In time domain, you convolve ($*$) the signal $x[n]$ with the filter impulse response:

$$\begin{array}\\ y[n] &= x[n] * h_{diff} * h_{butter}\\ &\text{or, in freq. domain, thanks to the convolution theorem}\\ Y[z] &= X[z] H_{diff} H_{butter}\\ &\text{multiplication is commutative}\\ &= X[z] H_{butter} H_{diff} \\ &\text{but it's also associative}\\ &= X[z](H_{butter}H_{diff})\\ &= X[z] \mathcal Z\{h_{butter}*h_{diff}\} \end{array}$$ which implies you can even without problem combine the differentiator and the low pass filter. To little surprise, you get the discrete derivative of the butterworth filter.

• That's a strange Butterworth filter: its magnitude goes below zero! Also, its magnitude response is not monotonically decreasing as it should. Finally, the red curve is not the product of the other two curves. So something went wrong with that figure ... – Matt L. Feb 12 '16 at 13:40
• @MattL. goood point; I think I forgot to $abs(\cdot)$ the complex response for plotting for some of the lines, and not for others, and the product is really strange. Wish I could fix this now, but I'm not currently equipped to do so; will remove the picture and add it back as soon as I've gotten out the kinks. – Marcus Müller Feb 12 '16 at 14:21
• @MattL. looked at the actual response data before plotting it: yes, took the magnitude response of the HPF, the real part of the LPF response and multiplied the complex responses... Should be better now. – Marcus Müller Feb 12 '16 at 14:27
• Indeed, looks more convincing now ... :) – Matt L. Feb 12 '16 at 14:52
• @Hilmar: I would say that it's not the delay that's the problem with that "differentiator" but the rather crude magnitude approximation at higher frequencies. It's like saying a linear phase low-pass filter is not a good low-pass filter because of its non-zero delay.

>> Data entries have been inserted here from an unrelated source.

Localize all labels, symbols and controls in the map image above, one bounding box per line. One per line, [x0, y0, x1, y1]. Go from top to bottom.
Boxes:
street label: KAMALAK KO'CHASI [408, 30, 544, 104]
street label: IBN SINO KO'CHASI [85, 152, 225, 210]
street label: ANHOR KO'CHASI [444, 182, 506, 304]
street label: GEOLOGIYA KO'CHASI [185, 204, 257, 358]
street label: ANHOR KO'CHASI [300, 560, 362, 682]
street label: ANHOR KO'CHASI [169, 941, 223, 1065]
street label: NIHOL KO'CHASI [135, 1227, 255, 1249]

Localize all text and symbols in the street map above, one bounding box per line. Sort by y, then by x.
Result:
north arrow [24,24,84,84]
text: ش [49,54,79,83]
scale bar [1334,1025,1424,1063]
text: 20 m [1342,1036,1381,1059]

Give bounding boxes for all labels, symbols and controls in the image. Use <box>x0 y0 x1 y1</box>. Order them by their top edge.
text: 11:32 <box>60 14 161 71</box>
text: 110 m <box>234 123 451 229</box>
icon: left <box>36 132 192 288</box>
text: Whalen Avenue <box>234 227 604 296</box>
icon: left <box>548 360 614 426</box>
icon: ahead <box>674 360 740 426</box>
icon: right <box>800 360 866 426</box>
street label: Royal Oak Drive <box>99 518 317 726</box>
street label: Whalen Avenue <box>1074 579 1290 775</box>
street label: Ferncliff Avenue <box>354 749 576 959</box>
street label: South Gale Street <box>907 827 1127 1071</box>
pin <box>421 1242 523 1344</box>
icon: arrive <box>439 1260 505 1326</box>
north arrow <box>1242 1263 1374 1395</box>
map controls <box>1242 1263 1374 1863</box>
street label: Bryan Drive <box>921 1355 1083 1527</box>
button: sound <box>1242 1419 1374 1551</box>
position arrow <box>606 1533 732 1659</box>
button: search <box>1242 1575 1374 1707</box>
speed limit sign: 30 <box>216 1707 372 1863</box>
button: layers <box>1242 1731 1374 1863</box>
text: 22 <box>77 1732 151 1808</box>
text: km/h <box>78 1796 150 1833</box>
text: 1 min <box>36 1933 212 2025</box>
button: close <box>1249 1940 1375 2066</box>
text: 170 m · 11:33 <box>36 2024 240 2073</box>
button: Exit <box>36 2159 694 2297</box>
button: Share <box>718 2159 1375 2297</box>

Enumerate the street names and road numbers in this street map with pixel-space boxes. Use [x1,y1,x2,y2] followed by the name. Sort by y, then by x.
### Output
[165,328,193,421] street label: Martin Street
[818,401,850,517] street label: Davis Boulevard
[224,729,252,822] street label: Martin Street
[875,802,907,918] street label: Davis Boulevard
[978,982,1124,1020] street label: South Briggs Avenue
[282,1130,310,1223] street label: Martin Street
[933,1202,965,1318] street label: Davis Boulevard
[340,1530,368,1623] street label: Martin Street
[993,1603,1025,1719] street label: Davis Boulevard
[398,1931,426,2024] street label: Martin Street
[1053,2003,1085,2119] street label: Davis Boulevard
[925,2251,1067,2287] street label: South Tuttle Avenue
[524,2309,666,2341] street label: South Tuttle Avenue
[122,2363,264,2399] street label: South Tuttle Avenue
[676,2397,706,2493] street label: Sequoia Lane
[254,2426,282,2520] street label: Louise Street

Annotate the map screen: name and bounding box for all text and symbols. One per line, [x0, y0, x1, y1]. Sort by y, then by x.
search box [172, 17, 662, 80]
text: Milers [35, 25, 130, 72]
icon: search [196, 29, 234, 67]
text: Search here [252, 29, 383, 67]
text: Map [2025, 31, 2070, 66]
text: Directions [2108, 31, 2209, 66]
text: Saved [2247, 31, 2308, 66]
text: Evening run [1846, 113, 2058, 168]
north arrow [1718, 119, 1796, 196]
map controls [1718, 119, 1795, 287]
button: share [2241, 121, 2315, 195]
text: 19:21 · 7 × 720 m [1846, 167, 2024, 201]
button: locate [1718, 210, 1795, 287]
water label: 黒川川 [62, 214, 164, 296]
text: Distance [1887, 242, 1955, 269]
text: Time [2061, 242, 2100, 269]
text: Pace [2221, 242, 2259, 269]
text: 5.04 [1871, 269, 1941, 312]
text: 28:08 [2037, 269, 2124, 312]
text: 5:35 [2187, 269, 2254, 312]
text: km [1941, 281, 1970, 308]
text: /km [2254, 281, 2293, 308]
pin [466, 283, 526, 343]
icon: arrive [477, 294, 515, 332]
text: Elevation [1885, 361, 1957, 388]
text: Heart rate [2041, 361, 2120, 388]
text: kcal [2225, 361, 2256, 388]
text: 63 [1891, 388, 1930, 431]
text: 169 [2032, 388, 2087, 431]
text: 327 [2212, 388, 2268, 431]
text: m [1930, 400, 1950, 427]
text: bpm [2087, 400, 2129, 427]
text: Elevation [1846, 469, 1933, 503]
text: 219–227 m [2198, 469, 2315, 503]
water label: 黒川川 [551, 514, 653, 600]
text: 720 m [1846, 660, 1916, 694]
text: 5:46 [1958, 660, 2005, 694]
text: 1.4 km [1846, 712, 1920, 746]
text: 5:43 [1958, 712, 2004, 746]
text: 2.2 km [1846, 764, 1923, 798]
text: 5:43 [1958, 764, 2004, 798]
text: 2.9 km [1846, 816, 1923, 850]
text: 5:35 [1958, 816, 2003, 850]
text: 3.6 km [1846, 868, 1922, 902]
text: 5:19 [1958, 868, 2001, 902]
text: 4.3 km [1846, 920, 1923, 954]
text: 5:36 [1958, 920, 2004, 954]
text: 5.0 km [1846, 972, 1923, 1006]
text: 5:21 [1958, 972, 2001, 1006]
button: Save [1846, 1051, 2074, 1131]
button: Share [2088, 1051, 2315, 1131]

If it's not a good low-pass filter then that's usually because of its imperfect magnitude response; the delay is often no problem. – Matt L. Feb 12 '16 at 17:18

If you apply a linear differentiation operator, i. e. satisfying Linear system axioms (the standard derivatives are linear, but in some cases, to limit noise influence, for instance in image processing, non-linear derivative schemes are used), and the filter (or kernel) $h$ is linear too, they "should" commute. In other words: $$\frac{\partial}{\partial t} (h \star x) = \left(\frac{\partial}{\partial t} h \right) \star x \,.$$ In practice, doing both operations successively: does the same as performing the two operations simultaneously: yields the same.

As @Jazzmaniac said, an implemetation might yield slight difference, for instance at both ends of the signal, especially with IIR filters (or IIR derivatives). Indeed, they assume what the signal could be on the left and the right. Filtering then differentiating is generally safer. However, when the signal is almost flat on the border, but non-zero, differentiating it might flatten it to zero, providing an effect similar to apodization, resulting in smaller IIR overshoot at the ends.